* Task statement: In the entries below, count the lines that contain the word "ยนบางกรวย" and give only that number.

Stored data entries:
◇ ◇ ◇
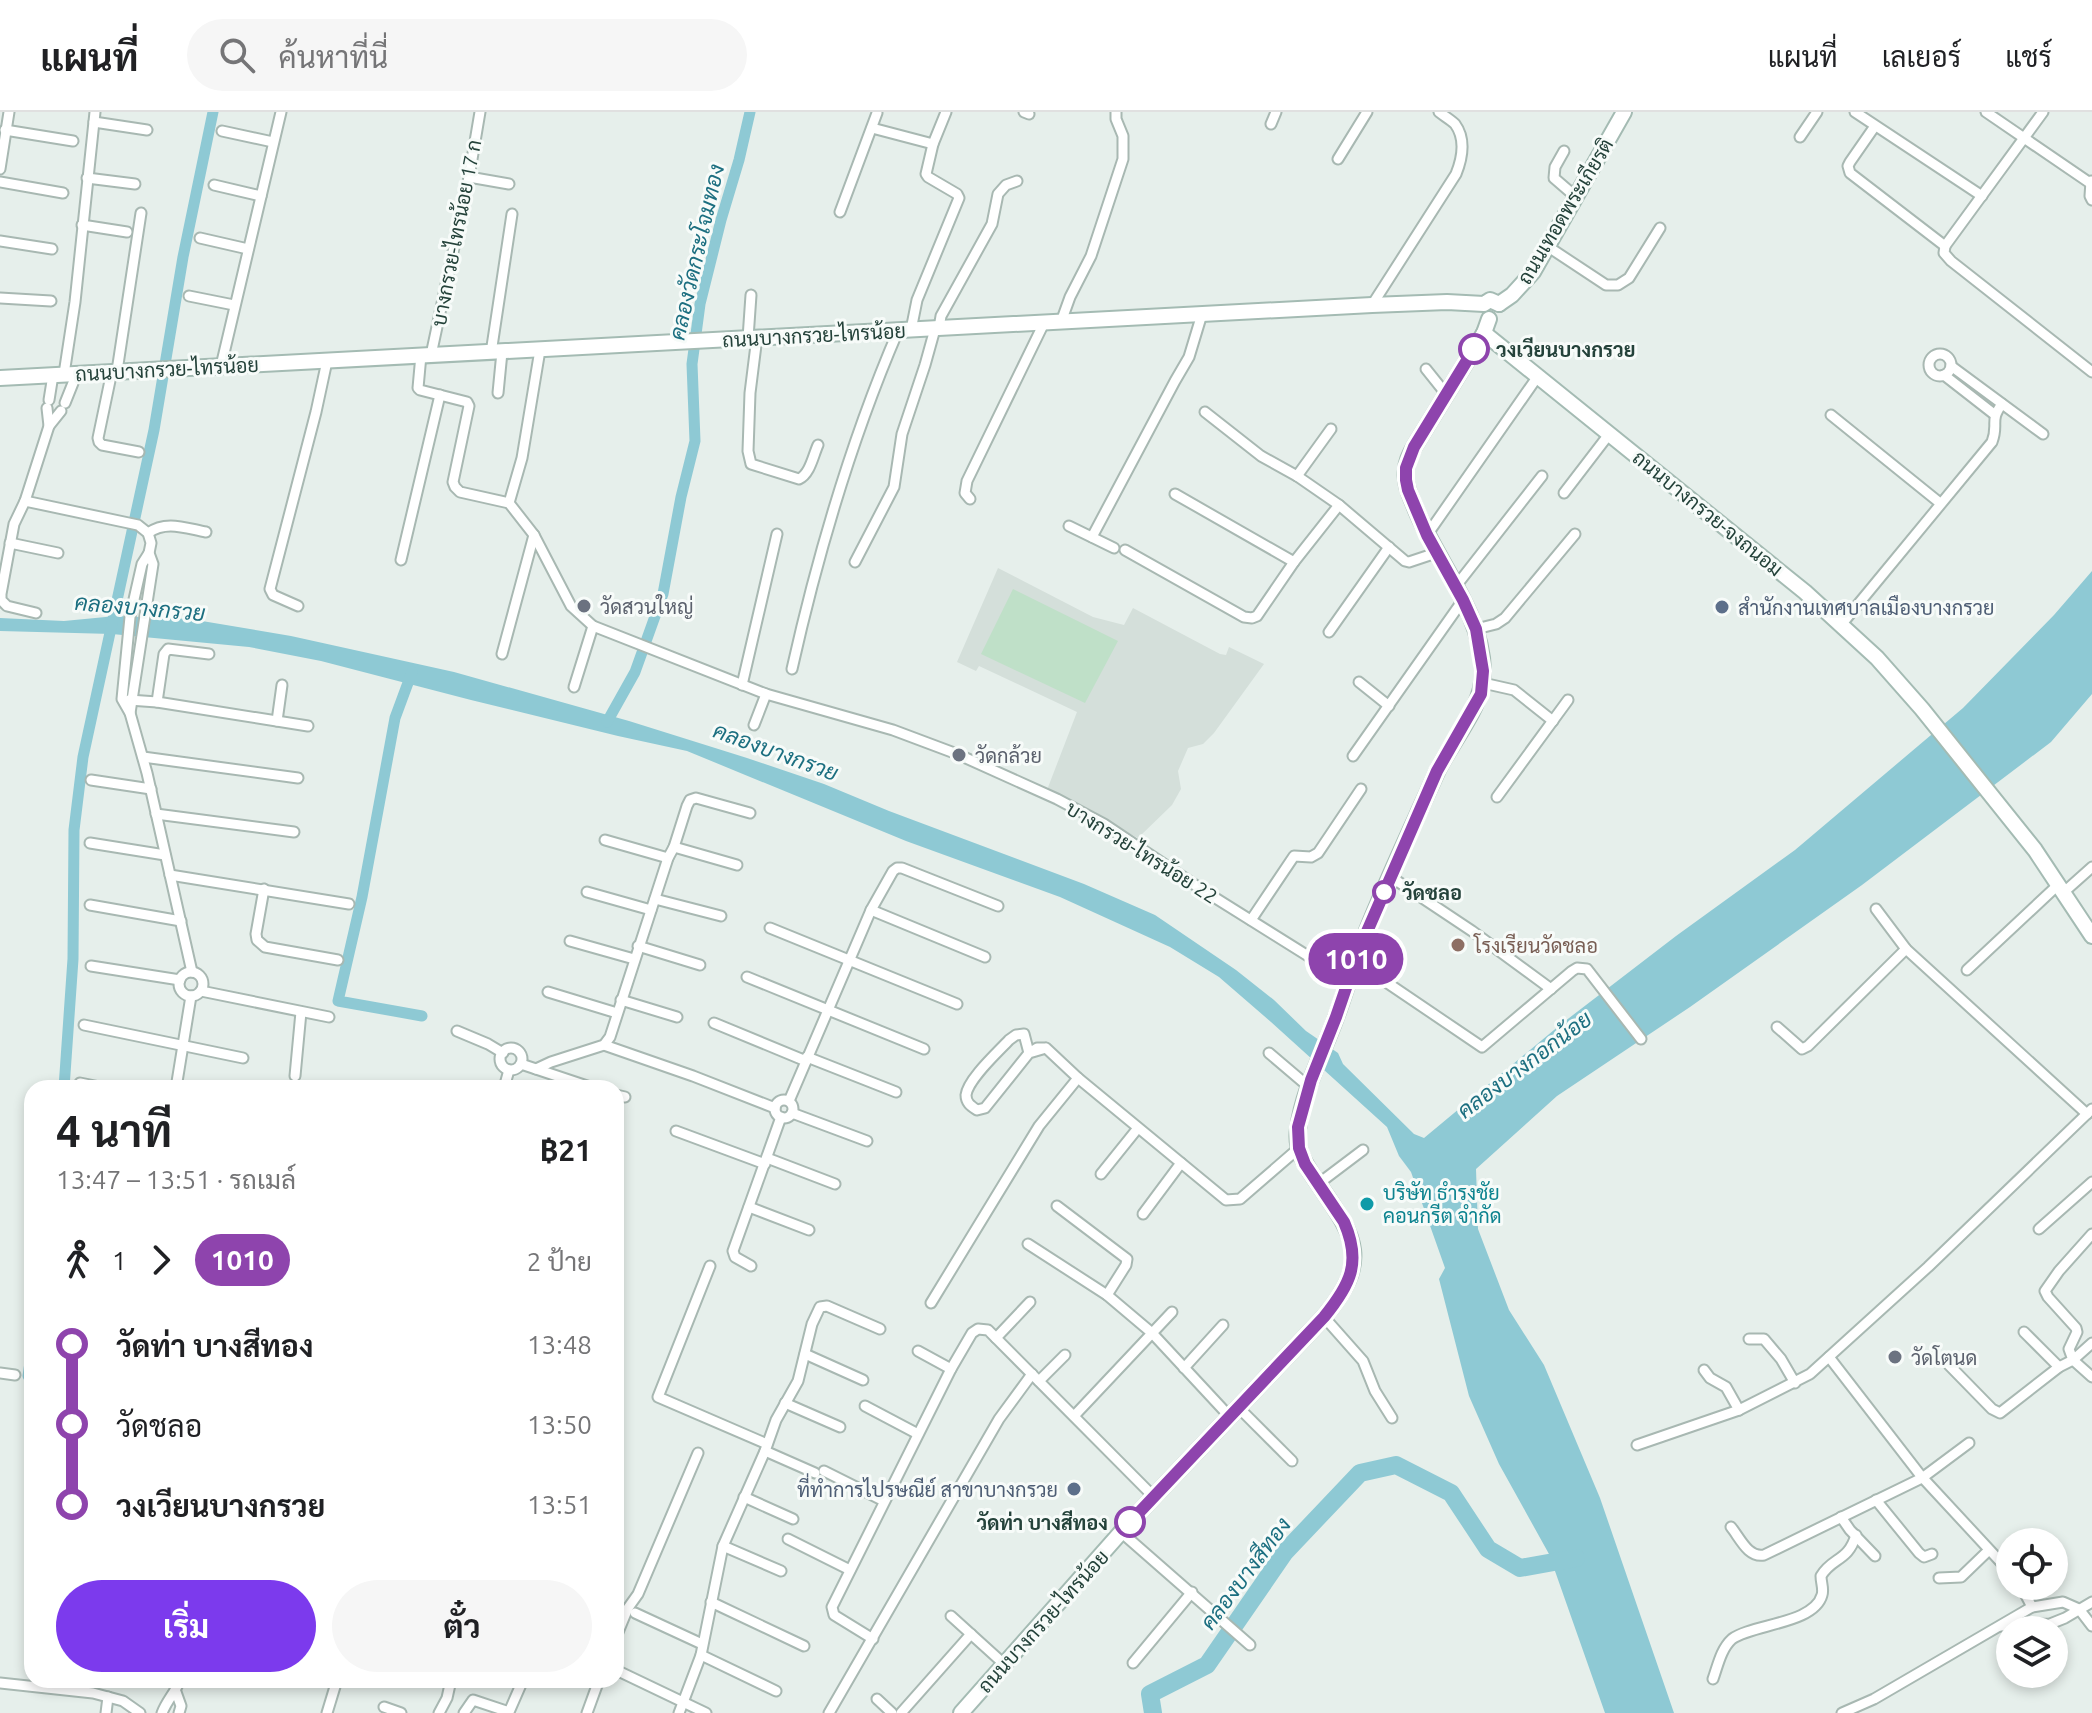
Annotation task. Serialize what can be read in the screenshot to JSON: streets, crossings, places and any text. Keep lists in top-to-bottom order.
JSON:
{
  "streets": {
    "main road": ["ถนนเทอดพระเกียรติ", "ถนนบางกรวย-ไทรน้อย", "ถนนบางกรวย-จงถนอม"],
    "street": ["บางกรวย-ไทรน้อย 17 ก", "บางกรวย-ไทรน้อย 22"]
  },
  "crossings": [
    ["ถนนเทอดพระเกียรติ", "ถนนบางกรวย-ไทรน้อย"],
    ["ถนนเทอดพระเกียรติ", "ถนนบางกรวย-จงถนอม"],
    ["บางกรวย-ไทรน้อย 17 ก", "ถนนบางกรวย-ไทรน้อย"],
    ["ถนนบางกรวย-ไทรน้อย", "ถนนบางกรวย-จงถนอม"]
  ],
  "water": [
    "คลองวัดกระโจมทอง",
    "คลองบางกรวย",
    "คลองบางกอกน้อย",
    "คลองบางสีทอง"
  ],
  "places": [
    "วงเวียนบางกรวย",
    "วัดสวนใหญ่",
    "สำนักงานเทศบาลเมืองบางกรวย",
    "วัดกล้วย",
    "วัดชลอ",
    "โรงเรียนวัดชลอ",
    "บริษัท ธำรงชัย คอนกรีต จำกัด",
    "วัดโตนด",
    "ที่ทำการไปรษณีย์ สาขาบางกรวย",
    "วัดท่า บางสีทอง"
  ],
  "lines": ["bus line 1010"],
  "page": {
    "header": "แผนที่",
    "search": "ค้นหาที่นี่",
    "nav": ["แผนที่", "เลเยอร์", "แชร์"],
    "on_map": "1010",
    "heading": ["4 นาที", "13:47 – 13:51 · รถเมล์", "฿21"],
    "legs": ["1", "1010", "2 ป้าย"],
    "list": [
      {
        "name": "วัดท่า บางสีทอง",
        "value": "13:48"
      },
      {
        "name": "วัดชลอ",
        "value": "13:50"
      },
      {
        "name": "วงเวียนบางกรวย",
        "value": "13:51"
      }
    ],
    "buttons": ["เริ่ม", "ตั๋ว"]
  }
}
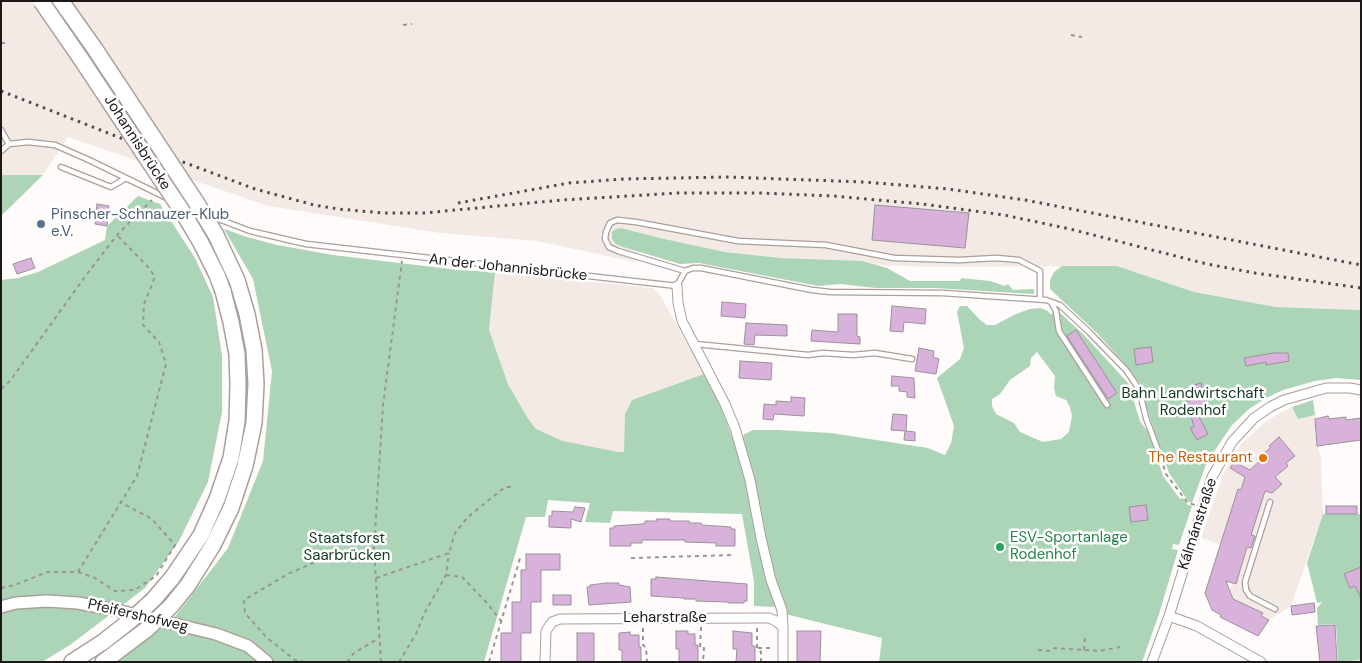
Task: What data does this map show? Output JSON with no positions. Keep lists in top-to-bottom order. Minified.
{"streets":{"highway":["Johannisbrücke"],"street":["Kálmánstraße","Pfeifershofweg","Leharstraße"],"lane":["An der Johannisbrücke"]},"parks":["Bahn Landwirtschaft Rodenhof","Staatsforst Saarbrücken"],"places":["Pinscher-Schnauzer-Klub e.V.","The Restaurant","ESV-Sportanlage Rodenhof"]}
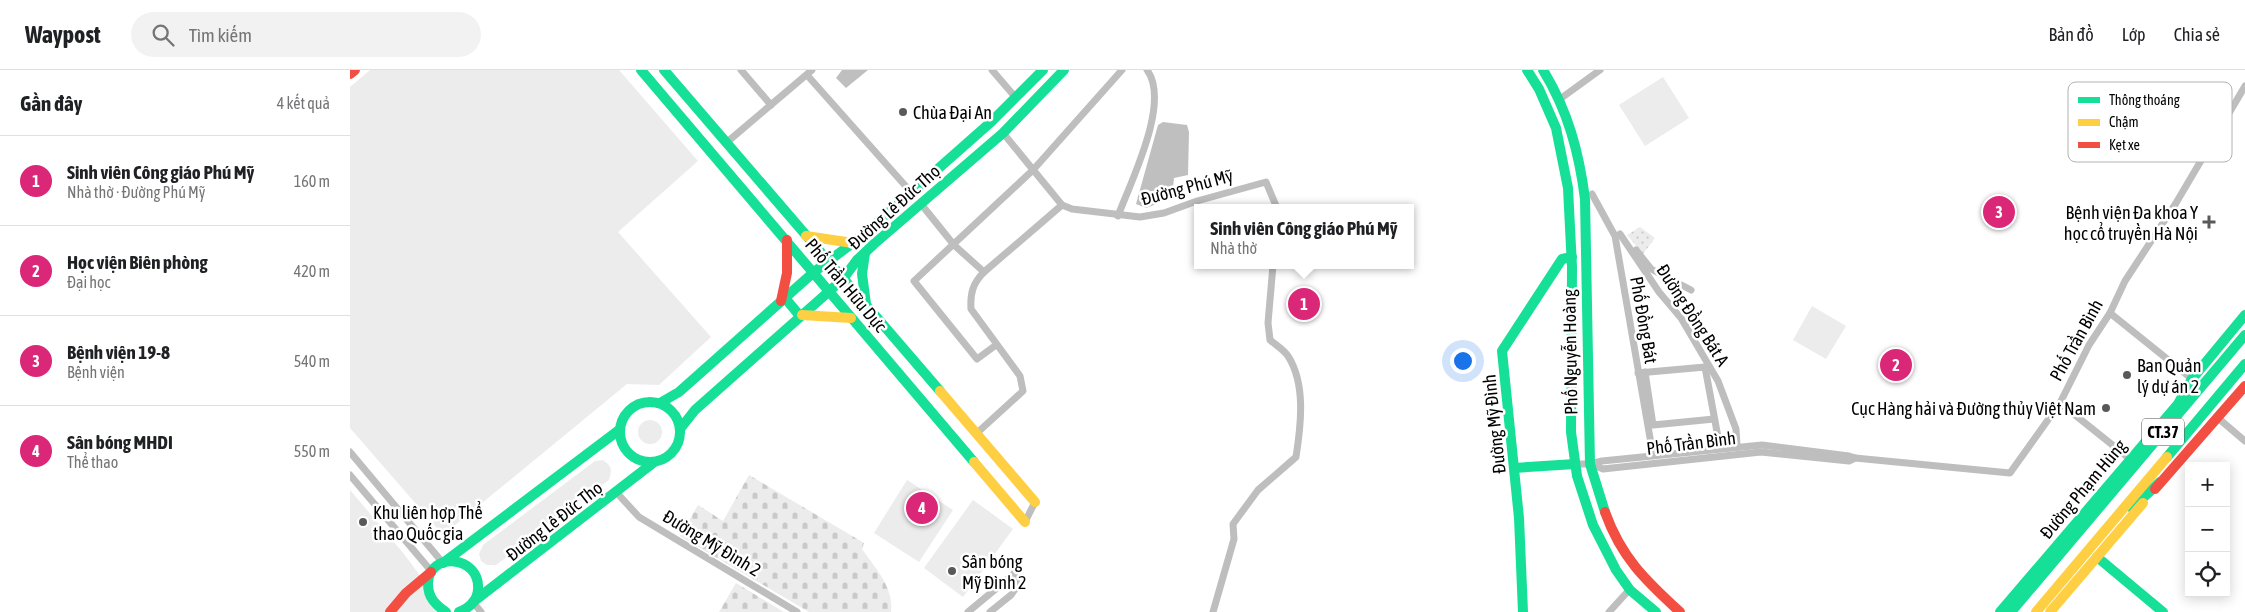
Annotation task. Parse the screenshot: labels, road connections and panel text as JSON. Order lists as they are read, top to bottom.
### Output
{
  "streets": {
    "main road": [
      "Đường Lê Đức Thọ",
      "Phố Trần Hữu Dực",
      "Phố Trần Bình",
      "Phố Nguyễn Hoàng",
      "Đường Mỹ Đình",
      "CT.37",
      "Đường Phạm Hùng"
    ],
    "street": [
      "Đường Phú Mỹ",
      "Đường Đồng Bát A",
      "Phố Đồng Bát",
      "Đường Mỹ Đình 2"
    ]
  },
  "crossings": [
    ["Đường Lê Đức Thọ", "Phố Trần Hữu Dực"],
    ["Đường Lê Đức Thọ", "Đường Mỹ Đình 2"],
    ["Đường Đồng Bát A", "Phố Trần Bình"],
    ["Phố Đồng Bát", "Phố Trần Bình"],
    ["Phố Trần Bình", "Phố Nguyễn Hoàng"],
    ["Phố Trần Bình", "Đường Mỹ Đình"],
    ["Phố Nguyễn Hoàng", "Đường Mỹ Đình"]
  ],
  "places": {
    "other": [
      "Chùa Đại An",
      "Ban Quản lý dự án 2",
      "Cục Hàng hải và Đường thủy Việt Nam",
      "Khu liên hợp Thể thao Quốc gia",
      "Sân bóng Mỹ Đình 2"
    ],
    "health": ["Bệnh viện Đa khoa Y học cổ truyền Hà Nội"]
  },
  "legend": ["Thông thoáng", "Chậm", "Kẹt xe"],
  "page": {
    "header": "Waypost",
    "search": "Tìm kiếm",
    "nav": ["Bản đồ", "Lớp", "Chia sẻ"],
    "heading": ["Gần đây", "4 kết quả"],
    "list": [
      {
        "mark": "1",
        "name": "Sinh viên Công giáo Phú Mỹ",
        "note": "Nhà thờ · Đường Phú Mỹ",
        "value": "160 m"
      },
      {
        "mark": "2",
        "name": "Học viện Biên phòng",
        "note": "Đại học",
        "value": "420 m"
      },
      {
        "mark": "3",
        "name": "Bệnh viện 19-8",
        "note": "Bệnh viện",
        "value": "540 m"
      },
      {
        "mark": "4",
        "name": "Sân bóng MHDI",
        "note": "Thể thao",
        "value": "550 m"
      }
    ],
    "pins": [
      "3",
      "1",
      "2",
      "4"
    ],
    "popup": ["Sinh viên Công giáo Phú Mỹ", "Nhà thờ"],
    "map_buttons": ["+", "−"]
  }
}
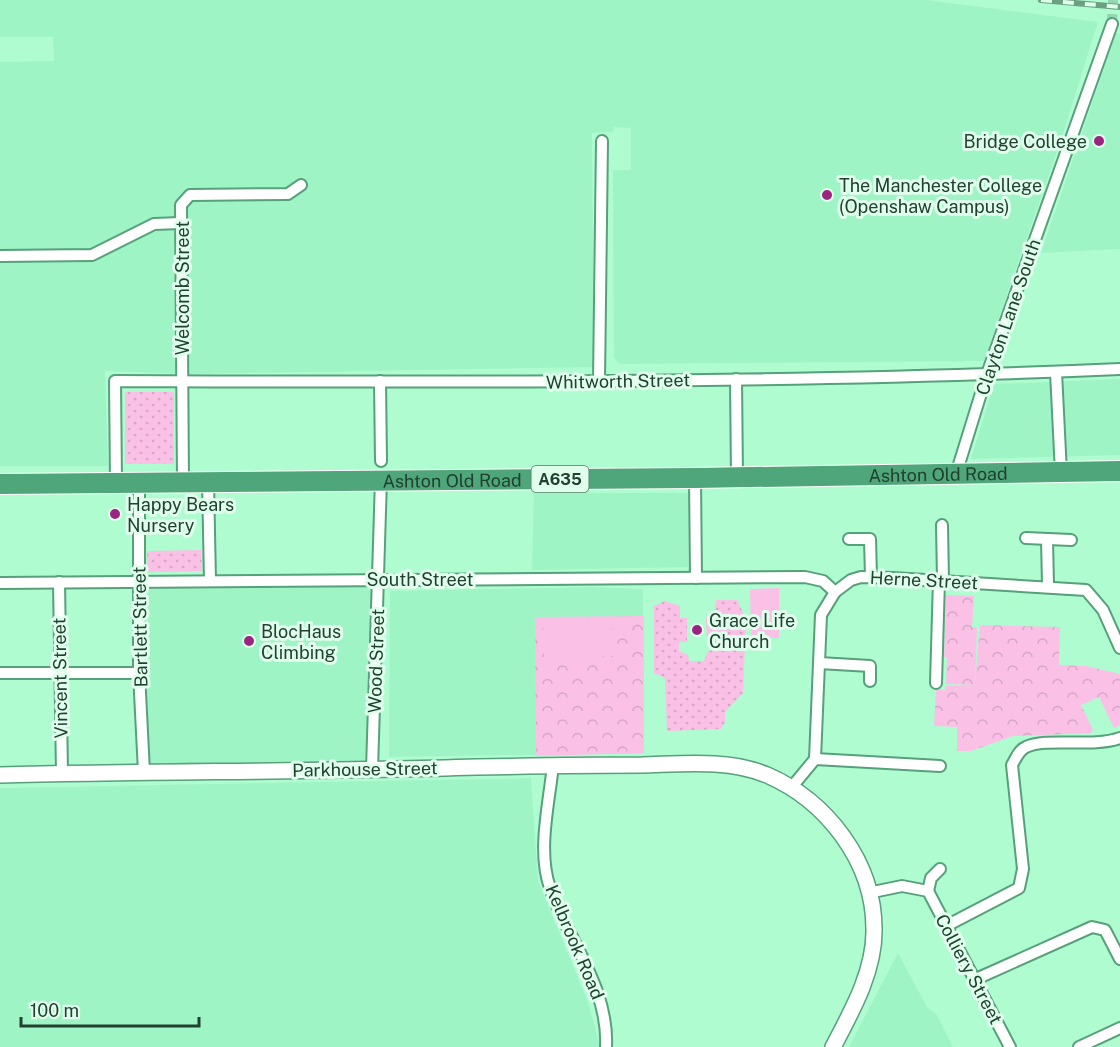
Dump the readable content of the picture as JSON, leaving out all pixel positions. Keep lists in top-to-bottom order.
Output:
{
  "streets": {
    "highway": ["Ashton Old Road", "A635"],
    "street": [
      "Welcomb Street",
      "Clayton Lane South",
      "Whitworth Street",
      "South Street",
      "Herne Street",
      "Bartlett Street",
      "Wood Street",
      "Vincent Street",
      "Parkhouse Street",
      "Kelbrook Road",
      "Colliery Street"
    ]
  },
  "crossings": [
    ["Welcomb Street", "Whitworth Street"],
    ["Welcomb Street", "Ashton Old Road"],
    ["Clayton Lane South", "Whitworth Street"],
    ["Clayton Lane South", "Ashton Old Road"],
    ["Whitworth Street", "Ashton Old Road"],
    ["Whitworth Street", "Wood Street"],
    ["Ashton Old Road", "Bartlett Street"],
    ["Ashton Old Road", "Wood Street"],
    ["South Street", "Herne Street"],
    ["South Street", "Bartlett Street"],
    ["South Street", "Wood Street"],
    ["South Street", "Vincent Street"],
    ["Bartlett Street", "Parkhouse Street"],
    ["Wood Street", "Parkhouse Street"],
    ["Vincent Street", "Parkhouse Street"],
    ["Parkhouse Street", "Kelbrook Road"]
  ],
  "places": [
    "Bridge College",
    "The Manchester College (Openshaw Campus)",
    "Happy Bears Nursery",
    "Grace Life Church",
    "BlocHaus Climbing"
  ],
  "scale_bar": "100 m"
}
◇ ◇ ◇
* Response: 2